ACTIVITY → Leaving out every image, restate all the records word for word.

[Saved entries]

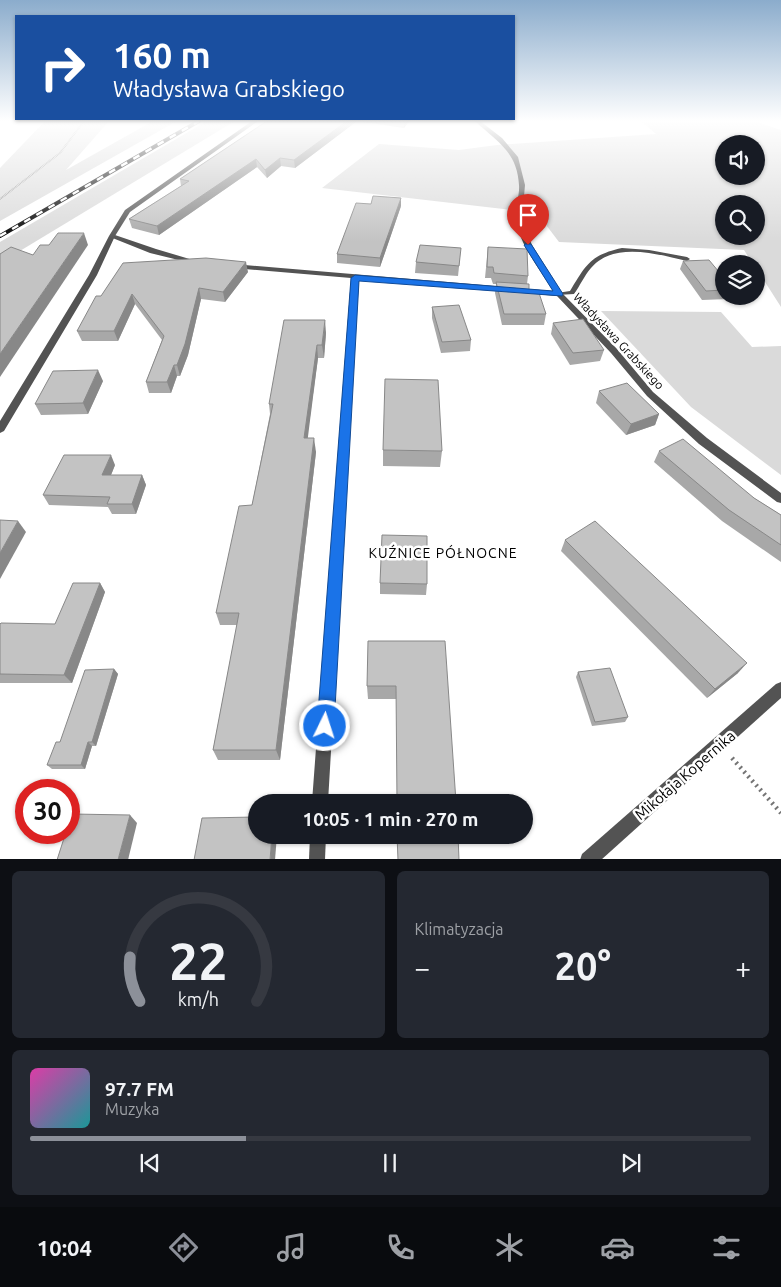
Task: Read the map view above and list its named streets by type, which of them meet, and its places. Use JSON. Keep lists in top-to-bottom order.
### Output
{
  "streets": {
    "street": ["Władysława Grabskiego", "Mikołaja Kopernika"]
  },
  "districts": ["KUŹNICE PÓŁNOCNE"],
  "page": {
    "turn": ["160 m", "Władysława Grabskiego"],
    "limit": "30",
    "trip": "10:05 · 1 min · 270 m",
    "tile": "Klimatyzacja",
    "heat": ["−", "20°", "+"],
    "song": ["97.7 FM", "Muzyka"],
    "tabs": "10:04",
    "gauge": ["22", "km/h"]
  }
}
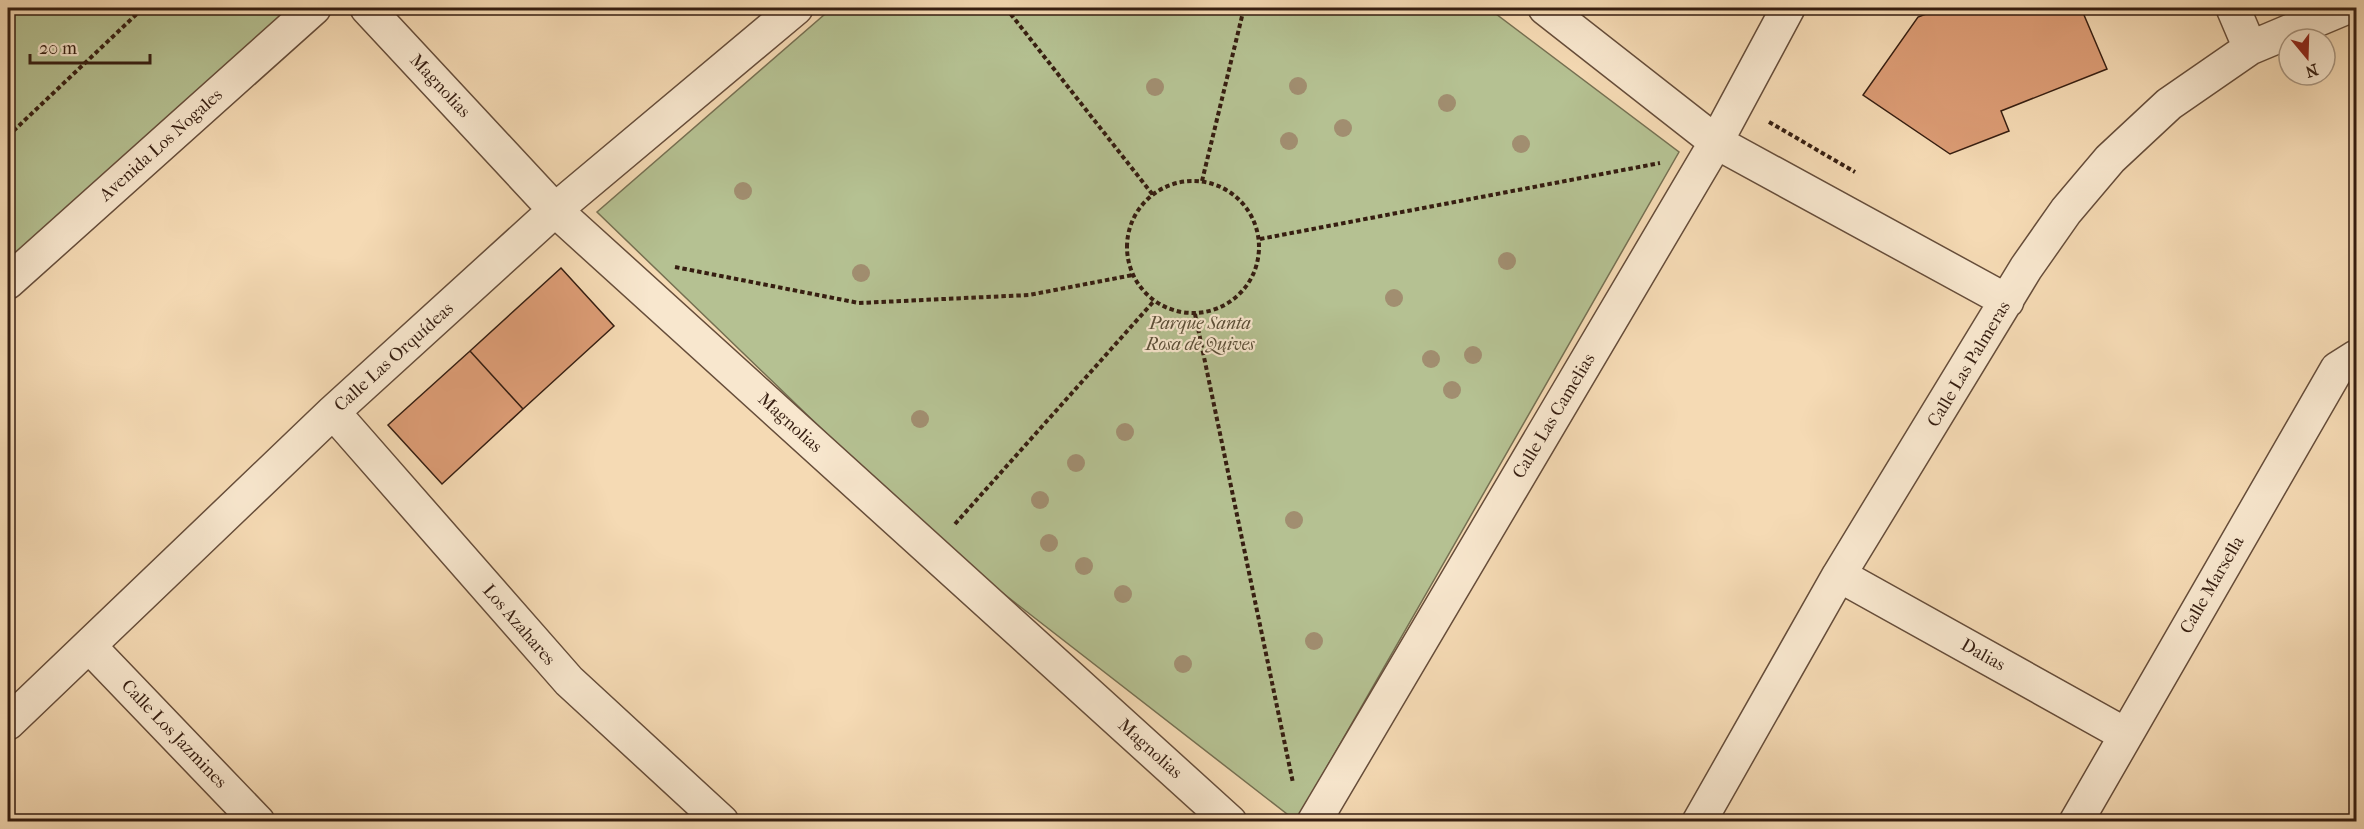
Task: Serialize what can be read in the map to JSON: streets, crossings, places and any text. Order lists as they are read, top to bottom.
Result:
{
  "streets": {
    "street": [
      "Magnolias",
      "Avenida Los Nogales",
      "Calle Las Orquídeas",
      "Calle Las Palmeras",
      "Calle Las Camelias",
      "Calle Marsella",
      "Los Azahares",
      "Dalias",
      "Calle Los Jazmines"
    ]
  },
  "crossings": [
    ["Magnolias", "Calle Las Orquídeas"],
    ["Calle Las Orquídeas", "Los Azahares"],
    ["Calle Las Orquídeas", "Calle Los Jazmines"],
    ["Calle Las Palmeras", "Dalias"],
    ["Calle Marsella", "Dalias"]
  ],
  "parks": ["Parque Santa Rosa de Quives"],
  "scale_bar": "20 m",
  "north": "bottom"
}
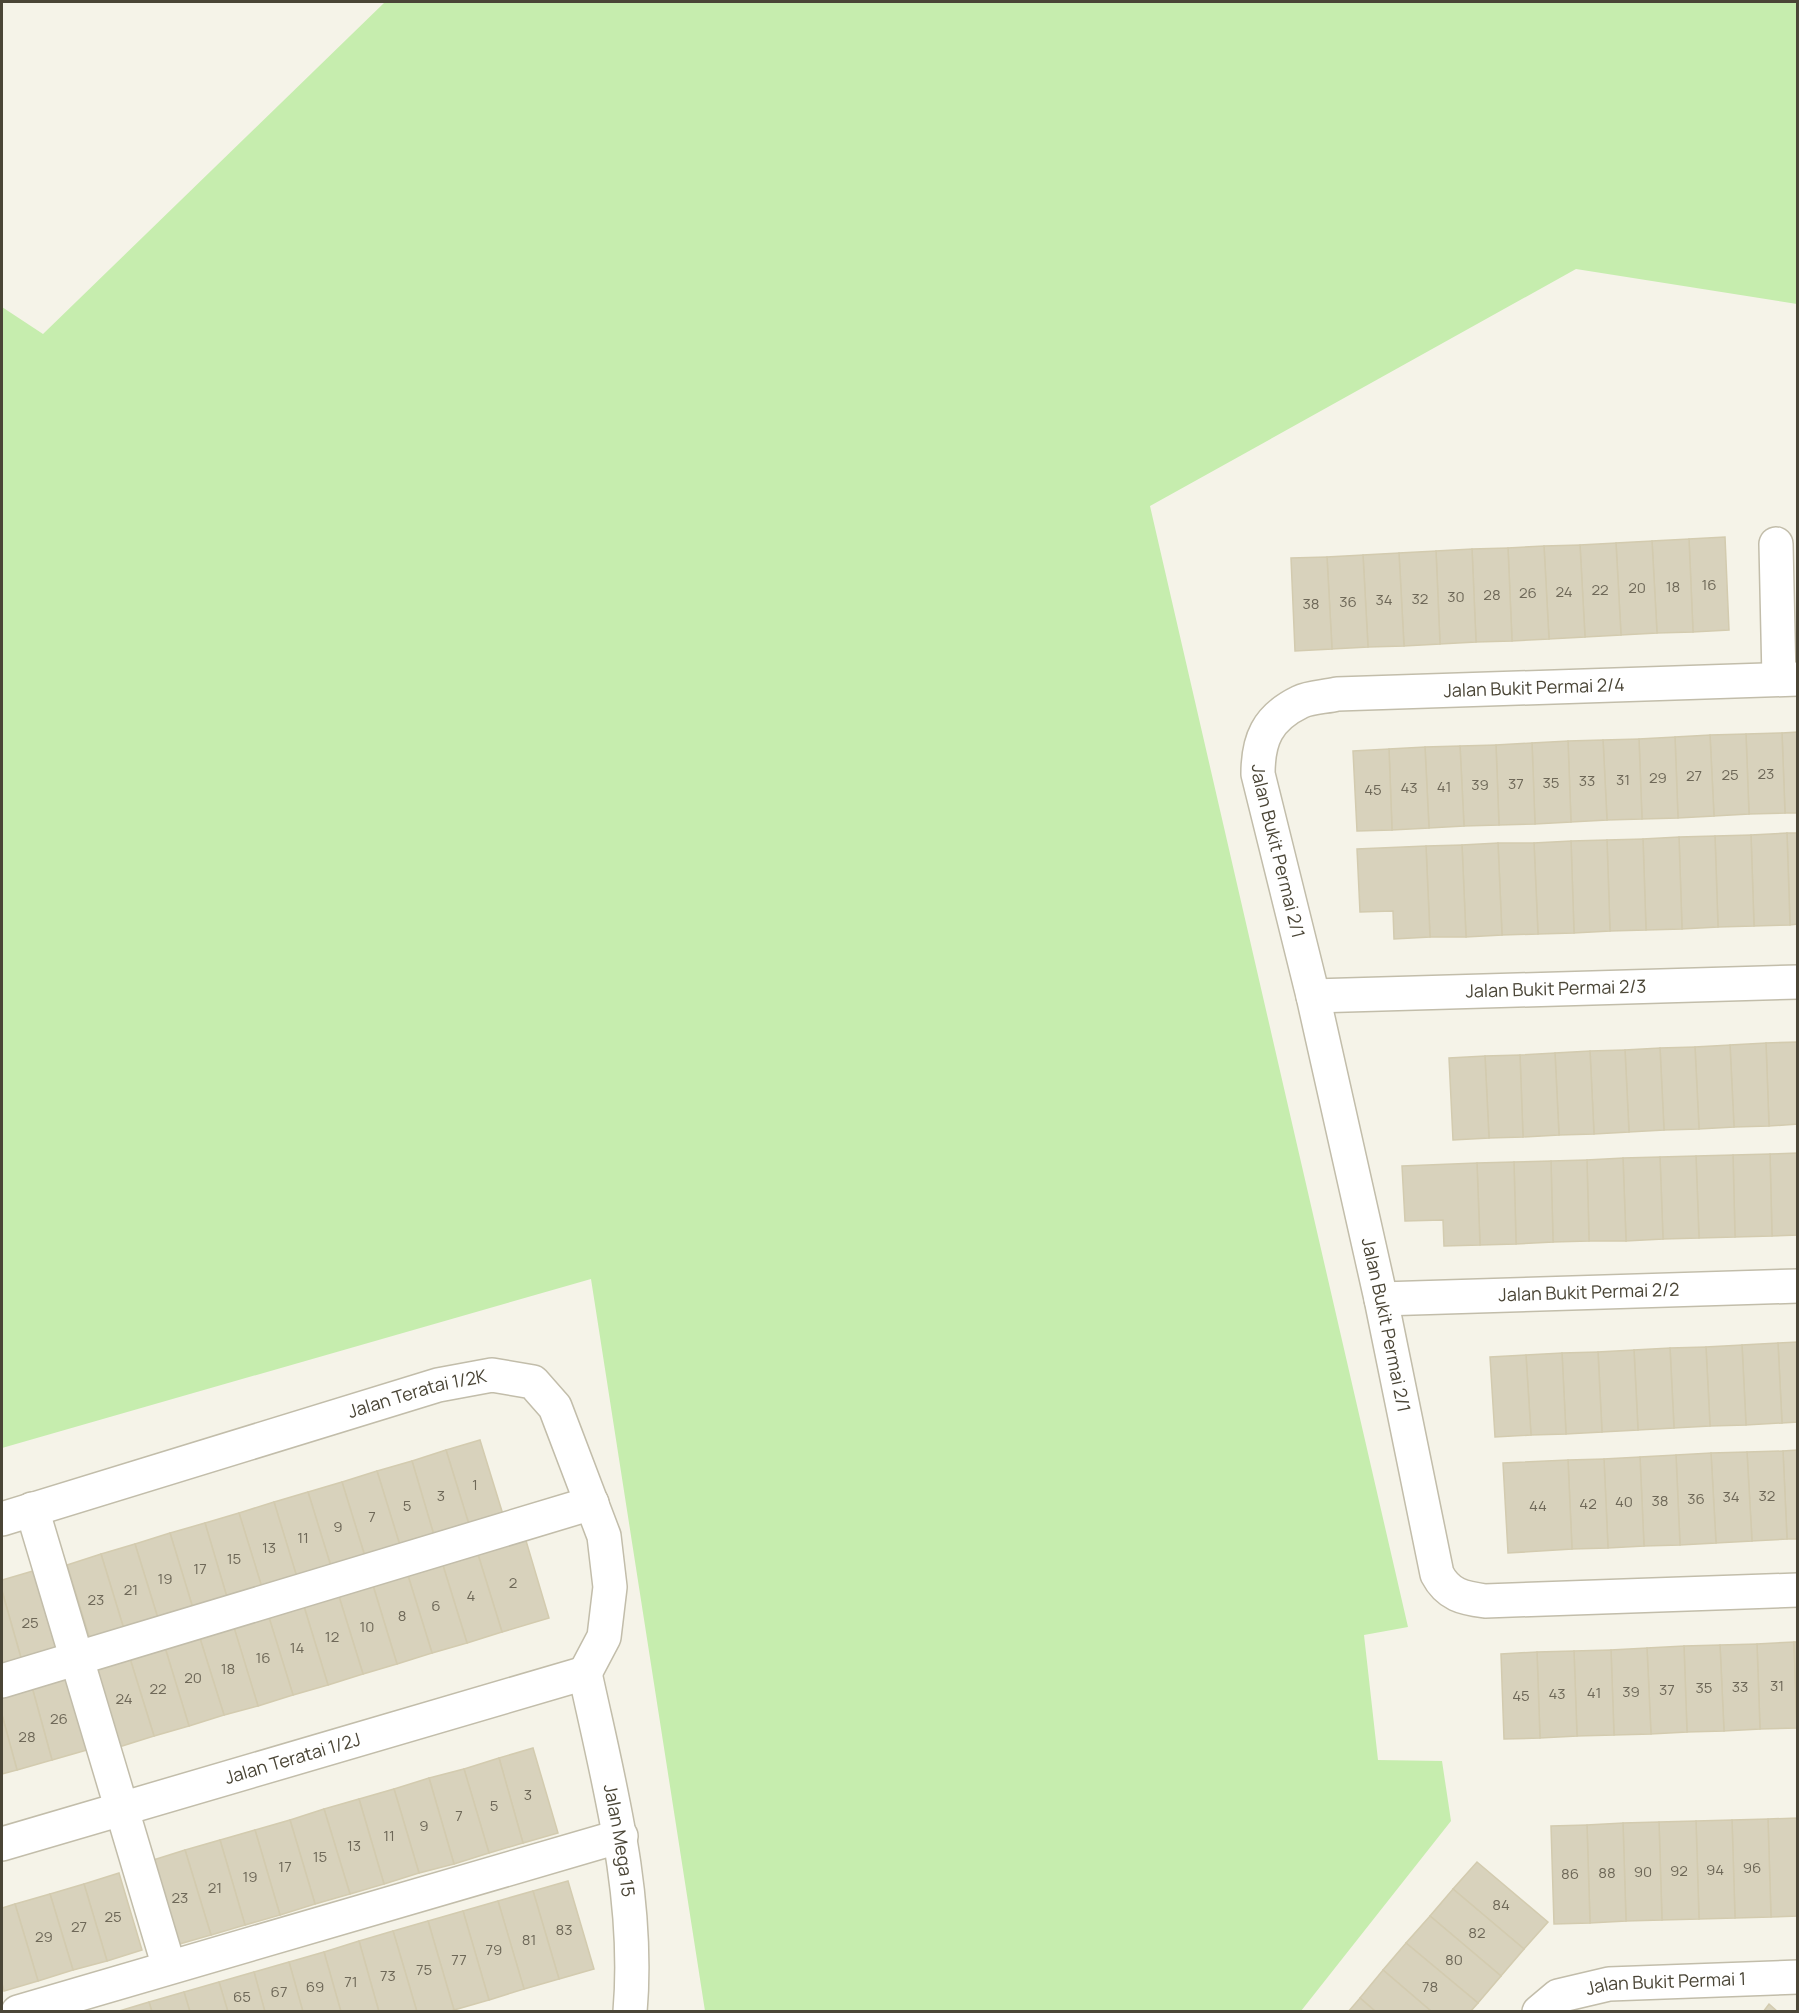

WRITTEN ANSWER →
Task: Read the map view above and list its named streets by type, which of them meet, and its places. Use JSON. Keep lists in top-to-bottom order.
### Output
{
  "streets": {
    "street": ["Władysława Grabskiego", "Mikołaja Kopernika"]
  },
  "districts": ["KUŹNICE PÓŁNOCNE"],
  "page": {
    "turn": ["160 m", "Władysława Grabskiego"],
    "limit": "30",
    "trip": "10:05 · 1 min · 270 m",
    "tile": "Klimatyzacja",
    "heat": ["−", "20°", "+"],
    "song": ["97.7 FM", "Muzyka"],
    "tabs": "10:04",
    "gauge": ["22", "km/h"]
  }
}
Task: Serialize what can be read in the map to JSON: streets, crossings, places and any text. Order lists as they are read, top to bottom.
Result:
{
  "streets": {
    "street": [
      "Magnolias",
      "Avenida Los Nogales",
      "Calle Las Orquídeas",
      "Calle Las Palmeras",
      "Calle Las Camelias",
      "Calle Marsella",
      "Los Azahares",
      "Dalias",
      "Calle Los Jazmines"
    ]
  },
  "crossings": [
    ["Magnolias", "Calle Las Orquídeas"],
    ["Calle Las Orquídeas", "Los Azahares"],
    ["Calle Las Orquídeas", "Calle Los Jazmines"],
    ["Calle Las Palmeras", "Dalias"],
    ["Calle Marsella", "Dalias"]
  ],
  "parks": ["Parque Santa Rosa de Quives"],
  "scale_bar": "20 m",
  "north": "bottom"
}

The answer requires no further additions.